To może lekko się wtrącę, rozładuję emocje i wstawię poniższy filmik, gdzie Lucas wypowiada się luźno w kwestii braku zrozumienia dla fenomenu serii.
Także Lucas udzielając mnóstwa wywiadów może mówić co chce i wg mnie nie stanowi on wyznacznika, co do terminologii, tak jak, ostatnio popularny (choć ch**owy) przykład, scenarzysta Kac Wawy może ośmieszać się w telewizji i nazywać film komedią, to nie znaczy, że nią jest. Nie ujmuję Lucasowi, o Star Wars nikt z nas nie wie tyle, co on (a więc idąc tym tropem nie powinniśmy dyskutować, bo pisząc o piłce nie będąc trenerem/zawodnikiem/menadżerem/dziennikarzem sportowym chu** się znamy i powinniśmy przymknąć jadaczki), ale on także ma prawo się mylić, więc kłótnię o domniemany cytat autora uważam za bezpodstawną, tak z jednej, jak i z drugiej strony.

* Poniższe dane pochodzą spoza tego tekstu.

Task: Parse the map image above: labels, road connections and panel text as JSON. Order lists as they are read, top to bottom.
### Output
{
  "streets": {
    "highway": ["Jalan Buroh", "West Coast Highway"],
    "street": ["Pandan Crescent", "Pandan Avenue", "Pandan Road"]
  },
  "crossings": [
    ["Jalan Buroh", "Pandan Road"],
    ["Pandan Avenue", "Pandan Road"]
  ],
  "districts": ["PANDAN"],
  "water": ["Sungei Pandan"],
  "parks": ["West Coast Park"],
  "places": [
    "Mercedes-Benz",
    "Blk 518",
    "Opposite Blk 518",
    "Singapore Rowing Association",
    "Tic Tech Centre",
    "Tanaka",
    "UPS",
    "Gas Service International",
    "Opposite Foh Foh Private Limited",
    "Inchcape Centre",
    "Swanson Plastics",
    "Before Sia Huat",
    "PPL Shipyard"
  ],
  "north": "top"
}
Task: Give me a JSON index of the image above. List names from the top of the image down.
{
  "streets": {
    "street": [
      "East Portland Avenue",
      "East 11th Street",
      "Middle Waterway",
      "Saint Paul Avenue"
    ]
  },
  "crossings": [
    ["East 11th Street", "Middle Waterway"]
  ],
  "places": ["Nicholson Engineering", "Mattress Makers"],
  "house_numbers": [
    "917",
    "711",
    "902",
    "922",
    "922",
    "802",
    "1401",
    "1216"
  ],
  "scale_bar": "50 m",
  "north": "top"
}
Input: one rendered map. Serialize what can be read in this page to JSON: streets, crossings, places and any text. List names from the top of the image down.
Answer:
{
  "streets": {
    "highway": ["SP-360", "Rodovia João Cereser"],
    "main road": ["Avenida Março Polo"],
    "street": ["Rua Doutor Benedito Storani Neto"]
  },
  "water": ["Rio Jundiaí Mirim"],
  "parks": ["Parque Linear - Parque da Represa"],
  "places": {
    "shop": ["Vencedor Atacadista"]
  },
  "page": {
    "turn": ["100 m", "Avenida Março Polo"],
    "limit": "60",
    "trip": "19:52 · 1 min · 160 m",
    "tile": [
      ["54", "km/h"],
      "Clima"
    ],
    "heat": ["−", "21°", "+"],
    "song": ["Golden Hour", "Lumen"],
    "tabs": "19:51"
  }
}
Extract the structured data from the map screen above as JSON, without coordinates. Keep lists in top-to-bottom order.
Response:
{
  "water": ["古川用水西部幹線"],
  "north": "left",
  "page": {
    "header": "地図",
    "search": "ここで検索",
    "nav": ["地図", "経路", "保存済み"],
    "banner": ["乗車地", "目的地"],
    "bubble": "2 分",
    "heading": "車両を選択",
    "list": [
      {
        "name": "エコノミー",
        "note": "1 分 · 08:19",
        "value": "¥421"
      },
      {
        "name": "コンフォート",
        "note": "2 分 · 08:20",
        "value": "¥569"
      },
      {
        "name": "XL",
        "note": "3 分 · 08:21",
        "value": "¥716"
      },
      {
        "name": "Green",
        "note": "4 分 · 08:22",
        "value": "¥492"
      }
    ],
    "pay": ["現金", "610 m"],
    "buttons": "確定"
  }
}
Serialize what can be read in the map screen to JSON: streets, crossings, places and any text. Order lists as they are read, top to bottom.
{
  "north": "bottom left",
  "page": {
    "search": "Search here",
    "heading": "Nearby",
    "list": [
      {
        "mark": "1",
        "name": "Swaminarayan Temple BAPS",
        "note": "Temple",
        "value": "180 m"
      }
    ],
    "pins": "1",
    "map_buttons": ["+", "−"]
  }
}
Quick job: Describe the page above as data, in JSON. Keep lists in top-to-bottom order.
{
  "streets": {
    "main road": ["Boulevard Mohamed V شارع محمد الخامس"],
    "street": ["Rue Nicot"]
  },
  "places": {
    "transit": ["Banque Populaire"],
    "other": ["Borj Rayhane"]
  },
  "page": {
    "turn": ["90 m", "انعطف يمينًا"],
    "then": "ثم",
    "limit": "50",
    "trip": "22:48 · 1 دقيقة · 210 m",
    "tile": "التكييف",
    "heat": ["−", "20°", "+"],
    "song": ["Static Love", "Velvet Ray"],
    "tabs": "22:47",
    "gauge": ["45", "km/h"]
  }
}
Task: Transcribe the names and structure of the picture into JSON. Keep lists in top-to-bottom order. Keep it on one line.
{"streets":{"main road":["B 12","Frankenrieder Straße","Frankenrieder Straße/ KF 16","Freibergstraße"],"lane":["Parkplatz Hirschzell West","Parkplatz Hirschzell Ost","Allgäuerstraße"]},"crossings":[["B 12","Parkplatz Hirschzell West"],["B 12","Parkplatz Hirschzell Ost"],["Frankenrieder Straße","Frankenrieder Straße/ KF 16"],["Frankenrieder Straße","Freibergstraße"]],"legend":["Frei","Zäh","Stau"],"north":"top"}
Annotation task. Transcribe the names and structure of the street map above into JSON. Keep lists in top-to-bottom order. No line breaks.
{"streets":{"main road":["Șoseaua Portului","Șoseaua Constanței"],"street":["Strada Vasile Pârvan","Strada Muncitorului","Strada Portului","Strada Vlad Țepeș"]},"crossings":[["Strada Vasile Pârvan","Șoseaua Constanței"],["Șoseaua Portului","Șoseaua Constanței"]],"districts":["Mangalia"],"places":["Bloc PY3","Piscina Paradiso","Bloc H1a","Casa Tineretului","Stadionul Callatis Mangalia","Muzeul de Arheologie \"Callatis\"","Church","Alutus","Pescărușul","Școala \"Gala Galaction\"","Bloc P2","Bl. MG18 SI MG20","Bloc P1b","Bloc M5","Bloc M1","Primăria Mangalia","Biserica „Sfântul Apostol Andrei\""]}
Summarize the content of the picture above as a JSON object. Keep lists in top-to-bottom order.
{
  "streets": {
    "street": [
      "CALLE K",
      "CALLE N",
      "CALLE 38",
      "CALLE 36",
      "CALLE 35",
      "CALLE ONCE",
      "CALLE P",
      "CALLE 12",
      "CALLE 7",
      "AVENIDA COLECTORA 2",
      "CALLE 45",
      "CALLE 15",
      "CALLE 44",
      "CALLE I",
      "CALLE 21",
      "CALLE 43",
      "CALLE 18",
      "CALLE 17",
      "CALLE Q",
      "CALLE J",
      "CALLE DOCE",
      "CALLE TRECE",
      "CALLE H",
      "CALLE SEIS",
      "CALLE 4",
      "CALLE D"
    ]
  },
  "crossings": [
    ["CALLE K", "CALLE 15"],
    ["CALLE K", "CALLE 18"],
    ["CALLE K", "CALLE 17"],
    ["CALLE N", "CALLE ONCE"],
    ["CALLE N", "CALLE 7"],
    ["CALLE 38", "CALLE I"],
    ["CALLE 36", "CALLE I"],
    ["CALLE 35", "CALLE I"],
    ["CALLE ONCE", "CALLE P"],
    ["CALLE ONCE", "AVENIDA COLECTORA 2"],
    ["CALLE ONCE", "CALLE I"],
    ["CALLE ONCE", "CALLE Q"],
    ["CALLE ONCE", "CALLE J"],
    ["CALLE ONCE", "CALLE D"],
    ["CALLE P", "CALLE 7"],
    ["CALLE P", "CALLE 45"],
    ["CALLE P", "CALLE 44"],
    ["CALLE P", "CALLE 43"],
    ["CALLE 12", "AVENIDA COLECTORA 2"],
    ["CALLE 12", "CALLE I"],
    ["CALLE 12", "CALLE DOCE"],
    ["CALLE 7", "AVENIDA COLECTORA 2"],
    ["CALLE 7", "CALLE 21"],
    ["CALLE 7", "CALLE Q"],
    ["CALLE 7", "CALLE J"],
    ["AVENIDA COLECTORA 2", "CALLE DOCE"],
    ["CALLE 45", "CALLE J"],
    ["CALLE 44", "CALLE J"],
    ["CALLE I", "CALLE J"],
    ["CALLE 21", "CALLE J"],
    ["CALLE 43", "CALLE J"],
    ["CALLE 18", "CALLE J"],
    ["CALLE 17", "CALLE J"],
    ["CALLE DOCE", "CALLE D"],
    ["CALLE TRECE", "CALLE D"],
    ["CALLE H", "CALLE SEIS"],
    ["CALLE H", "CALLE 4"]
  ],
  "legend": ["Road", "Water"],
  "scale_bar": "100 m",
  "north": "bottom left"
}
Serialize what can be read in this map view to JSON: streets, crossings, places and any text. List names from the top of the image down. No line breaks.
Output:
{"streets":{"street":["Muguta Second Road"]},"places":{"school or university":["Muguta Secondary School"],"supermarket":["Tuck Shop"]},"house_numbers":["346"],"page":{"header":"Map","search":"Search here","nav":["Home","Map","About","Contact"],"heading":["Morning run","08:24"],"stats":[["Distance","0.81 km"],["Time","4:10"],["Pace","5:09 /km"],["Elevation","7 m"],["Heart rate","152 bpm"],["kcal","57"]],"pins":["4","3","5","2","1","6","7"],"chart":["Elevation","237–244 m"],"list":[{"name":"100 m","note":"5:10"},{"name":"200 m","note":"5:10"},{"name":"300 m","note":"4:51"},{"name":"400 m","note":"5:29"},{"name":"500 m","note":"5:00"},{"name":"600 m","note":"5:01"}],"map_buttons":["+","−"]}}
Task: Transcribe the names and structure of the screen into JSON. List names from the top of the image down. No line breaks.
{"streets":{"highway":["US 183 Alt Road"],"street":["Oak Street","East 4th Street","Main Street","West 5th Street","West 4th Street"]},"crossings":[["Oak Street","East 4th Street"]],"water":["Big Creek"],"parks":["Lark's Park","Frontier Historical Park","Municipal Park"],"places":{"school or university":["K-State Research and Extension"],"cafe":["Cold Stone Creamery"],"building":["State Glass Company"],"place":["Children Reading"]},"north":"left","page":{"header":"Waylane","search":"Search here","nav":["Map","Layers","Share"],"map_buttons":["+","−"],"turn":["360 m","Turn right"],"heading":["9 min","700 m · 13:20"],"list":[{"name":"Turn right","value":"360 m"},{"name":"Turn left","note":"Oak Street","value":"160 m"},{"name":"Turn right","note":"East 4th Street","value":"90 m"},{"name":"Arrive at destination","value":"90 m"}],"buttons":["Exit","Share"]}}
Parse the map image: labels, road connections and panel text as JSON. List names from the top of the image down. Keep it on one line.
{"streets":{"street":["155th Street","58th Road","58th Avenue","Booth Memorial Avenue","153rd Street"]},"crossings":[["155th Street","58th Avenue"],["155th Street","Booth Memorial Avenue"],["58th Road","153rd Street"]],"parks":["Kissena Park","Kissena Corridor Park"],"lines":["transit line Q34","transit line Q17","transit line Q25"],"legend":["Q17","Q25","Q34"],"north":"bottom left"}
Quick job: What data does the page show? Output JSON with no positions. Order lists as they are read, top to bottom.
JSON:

Osobiście przychylam się do zdania, że SW to jednak fantasy, bo nie postawiłbym serii w jednej szufladce z Moon i Gattacą, czy z pierwszym Matrixem. Wystarczy kilka minut wprowadzenia do każdego z tych filmów, aby rozróżnić gatunki (tłumaczenie obecnego stopnia technologii ukazanej w filmie i jej korzeni w stosunku do "Dawno temu w galaktyce). Dla mnie ta różnica, to jak między political fiction typu Fatherland lub zaplecza fabularnego serii Toma Clancy, a filmami kostiumowymi z czasów wielkobudżetowych produkcji Hollywood.